# [EXERCISE DESCRIPTION]
Pull out each line of the records holding the string "parks".

Collected data entries:
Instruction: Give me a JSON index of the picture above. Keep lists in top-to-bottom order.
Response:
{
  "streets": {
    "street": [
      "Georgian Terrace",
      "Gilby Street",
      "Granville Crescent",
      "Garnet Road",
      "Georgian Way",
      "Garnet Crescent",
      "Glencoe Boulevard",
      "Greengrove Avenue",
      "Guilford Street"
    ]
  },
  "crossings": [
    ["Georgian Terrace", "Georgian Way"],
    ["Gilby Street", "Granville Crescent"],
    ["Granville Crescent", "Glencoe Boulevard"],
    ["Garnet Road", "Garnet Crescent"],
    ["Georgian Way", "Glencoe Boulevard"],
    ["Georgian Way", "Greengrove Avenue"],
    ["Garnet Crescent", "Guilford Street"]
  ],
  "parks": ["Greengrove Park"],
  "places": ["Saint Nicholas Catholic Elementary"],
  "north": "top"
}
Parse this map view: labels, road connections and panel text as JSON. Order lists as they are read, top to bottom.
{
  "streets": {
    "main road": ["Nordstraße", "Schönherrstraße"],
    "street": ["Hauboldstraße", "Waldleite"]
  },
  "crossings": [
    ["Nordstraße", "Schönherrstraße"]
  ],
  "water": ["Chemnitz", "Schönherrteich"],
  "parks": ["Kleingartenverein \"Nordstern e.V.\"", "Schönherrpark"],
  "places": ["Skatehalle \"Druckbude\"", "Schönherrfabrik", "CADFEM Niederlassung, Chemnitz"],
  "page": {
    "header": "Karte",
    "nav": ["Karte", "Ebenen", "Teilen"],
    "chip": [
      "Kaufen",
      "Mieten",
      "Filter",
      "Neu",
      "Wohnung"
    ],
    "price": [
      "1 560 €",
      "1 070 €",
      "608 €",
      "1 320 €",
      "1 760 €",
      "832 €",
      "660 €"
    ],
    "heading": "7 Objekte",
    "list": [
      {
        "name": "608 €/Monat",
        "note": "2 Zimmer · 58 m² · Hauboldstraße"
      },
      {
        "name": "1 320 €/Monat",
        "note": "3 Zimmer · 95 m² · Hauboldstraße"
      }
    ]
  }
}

# [RESPONSE BOX]
  "parks": ["Greengrove Park"],
  "parks": ["Kleingartenverein \"Nordstern e.V.\"", "Schönherrpark"],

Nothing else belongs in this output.